KISSing and CHUNKing is not Chinese sex

5 Jan

Ever noticed how some people are very effective in both oral and written communications whereas others seem unable to communicate anything clearly?

KISS = Keep It Short and Simple – but why?

In 1956, the psychologist George Miller wrote a classic article titled “The Magical Number Seven Plus or Minus Two: Limits On Human Information Processing Capacity.”

In this article, Miller defined what good communicators intuitively understand: People mentally store and retrieve information in “chunks,” and the maximum size of a chunk is 7 ± 2 and fewer is more effective.

Our ability to organize ascending and descending chunks makes our information processing capacity huge.  The ability to do this effectively is called cognitive efficiency.

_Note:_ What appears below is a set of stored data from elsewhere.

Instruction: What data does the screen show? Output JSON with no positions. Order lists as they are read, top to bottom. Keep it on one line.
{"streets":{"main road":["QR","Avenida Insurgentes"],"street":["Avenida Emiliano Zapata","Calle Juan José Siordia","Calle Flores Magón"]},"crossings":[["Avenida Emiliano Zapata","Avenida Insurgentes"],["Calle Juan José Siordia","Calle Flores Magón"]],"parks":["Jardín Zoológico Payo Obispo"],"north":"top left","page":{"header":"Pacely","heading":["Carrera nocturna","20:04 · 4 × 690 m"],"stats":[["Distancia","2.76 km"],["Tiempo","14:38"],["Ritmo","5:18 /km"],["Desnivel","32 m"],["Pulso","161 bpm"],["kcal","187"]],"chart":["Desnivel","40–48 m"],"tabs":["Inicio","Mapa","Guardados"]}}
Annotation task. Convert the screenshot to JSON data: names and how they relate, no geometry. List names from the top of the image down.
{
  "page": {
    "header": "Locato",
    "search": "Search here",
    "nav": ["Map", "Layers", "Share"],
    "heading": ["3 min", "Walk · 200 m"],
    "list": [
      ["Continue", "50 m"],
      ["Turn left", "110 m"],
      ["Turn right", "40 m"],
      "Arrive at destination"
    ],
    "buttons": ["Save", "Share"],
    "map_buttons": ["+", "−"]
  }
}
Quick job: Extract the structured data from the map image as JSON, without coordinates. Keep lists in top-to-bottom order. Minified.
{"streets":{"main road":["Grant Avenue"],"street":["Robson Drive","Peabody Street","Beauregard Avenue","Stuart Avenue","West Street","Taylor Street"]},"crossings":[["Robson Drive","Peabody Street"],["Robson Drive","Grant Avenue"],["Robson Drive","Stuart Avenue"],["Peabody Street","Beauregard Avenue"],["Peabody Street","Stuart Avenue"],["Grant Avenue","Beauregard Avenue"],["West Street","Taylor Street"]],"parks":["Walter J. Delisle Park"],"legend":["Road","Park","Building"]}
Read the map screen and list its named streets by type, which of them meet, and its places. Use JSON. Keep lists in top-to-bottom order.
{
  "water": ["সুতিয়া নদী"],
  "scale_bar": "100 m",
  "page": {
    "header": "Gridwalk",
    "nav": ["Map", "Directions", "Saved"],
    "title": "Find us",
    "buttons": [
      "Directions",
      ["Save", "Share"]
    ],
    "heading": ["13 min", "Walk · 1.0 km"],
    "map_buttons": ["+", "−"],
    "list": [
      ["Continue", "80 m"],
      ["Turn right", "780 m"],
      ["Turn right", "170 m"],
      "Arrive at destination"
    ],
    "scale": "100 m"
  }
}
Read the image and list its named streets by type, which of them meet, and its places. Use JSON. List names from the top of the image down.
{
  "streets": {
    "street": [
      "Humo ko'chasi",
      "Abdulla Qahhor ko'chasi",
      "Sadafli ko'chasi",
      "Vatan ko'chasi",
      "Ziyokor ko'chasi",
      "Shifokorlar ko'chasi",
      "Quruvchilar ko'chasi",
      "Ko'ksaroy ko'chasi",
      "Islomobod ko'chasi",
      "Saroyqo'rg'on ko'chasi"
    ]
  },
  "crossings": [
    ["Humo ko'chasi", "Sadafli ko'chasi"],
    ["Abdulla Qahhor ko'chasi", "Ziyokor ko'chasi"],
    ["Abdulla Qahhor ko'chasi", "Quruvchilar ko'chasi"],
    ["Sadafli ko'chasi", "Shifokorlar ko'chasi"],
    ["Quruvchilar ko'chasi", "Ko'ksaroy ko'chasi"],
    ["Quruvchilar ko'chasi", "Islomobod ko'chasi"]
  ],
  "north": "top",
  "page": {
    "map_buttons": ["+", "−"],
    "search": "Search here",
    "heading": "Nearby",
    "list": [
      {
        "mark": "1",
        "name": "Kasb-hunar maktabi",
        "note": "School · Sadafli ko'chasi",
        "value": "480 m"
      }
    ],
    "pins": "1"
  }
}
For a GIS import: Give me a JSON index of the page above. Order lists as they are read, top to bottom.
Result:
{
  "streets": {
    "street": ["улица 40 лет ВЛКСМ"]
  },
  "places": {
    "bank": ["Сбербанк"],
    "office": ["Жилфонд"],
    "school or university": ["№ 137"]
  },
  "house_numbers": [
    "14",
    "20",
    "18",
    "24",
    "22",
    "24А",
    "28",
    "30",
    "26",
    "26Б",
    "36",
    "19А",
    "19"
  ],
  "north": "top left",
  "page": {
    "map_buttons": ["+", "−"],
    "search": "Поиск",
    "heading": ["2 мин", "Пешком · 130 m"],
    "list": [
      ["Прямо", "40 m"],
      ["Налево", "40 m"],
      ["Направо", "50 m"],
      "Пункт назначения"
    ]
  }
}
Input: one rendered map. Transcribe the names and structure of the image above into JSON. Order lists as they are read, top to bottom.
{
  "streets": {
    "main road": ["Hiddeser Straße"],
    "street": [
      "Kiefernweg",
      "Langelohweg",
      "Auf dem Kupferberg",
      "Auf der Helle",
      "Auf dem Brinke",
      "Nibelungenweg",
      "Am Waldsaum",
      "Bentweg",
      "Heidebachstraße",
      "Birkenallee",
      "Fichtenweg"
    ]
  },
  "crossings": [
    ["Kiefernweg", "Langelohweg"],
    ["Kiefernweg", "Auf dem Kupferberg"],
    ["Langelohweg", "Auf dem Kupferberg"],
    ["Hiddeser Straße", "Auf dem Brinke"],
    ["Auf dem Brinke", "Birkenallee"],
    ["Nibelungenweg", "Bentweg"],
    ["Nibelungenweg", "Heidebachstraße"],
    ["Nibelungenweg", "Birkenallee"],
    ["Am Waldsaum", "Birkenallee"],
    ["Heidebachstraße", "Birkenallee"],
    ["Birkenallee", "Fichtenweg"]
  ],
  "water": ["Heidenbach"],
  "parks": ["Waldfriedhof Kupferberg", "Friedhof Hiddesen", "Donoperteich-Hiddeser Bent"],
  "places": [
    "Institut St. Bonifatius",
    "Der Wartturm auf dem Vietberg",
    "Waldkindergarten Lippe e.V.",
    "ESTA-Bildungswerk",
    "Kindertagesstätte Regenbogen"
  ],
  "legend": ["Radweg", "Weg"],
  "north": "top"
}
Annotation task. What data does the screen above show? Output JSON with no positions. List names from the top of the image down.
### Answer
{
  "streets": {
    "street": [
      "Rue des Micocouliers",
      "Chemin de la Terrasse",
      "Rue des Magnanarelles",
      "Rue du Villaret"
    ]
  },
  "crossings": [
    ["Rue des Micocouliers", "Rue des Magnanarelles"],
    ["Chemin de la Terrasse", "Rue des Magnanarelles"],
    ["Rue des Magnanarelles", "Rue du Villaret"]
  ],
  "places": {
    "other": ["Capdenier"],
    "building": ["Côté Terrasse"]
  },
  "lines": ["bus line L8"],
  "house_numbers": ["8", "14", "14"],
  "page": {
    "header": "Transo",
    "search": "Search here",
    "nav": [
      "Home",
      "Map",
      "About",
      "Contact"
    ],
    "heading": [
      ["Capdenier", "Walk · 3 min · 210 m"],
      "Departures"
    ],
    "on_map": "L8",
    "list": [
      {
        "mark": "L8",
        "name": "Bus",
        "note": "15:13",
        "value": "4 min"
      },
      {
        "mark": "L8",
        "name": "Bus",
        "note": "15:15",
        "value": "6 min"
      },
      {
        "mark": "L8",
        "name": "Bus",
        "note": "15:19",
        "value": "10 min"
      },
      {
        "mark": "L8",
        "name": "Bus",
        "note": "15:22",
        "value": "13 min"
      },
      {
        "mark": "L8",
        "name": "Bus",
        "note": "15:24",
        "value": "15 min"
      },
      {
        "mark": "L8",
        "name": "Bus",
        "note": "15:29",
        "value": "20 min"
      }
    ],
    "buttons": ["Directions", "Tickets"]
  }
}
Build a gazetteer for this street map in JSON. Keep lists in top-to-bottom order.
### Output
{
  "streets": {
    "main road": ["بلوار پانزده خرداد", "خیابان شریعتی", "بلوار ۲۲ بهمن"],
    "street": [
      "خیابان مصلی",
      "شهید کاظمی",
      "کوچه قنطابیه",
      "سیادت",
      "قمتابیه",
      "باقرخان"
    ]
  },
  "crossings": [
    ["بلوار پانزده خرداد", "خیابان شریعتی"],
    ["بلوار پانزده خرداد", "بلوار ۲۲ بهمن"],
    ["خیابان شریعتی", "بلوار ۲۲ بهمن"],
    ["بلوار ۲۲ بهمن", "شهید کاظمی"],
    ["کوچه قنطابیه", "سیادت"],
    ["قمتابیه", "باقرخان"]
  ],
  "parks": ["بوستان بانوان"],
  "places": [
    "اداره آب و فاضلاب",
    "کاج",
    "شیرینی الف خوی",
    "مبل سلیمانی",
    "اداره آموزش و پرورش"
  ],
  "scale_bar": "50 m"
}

The communication principle:  Fewer is better, less is more

Here are some of the many places where this works:

  1. Processing:  look for the core ideas in a paper or the key take-aways in a meeting.
  2. Speaking:  Using no more than 2 or 3 ideas and reiterateing them to assure reception (redundancy).
  3. Writing: Using as few bullet points as possible,  doing executive summaries.
  4. Participating people in a meeting: 7 ± 2 maximum
  5. Improving personal performance: Don’t put too many things on your work plate.

    Get the point.

    Pop Quiz: Who Said, “If I Had More Time, I Would Have Written You a Shorter Letter?”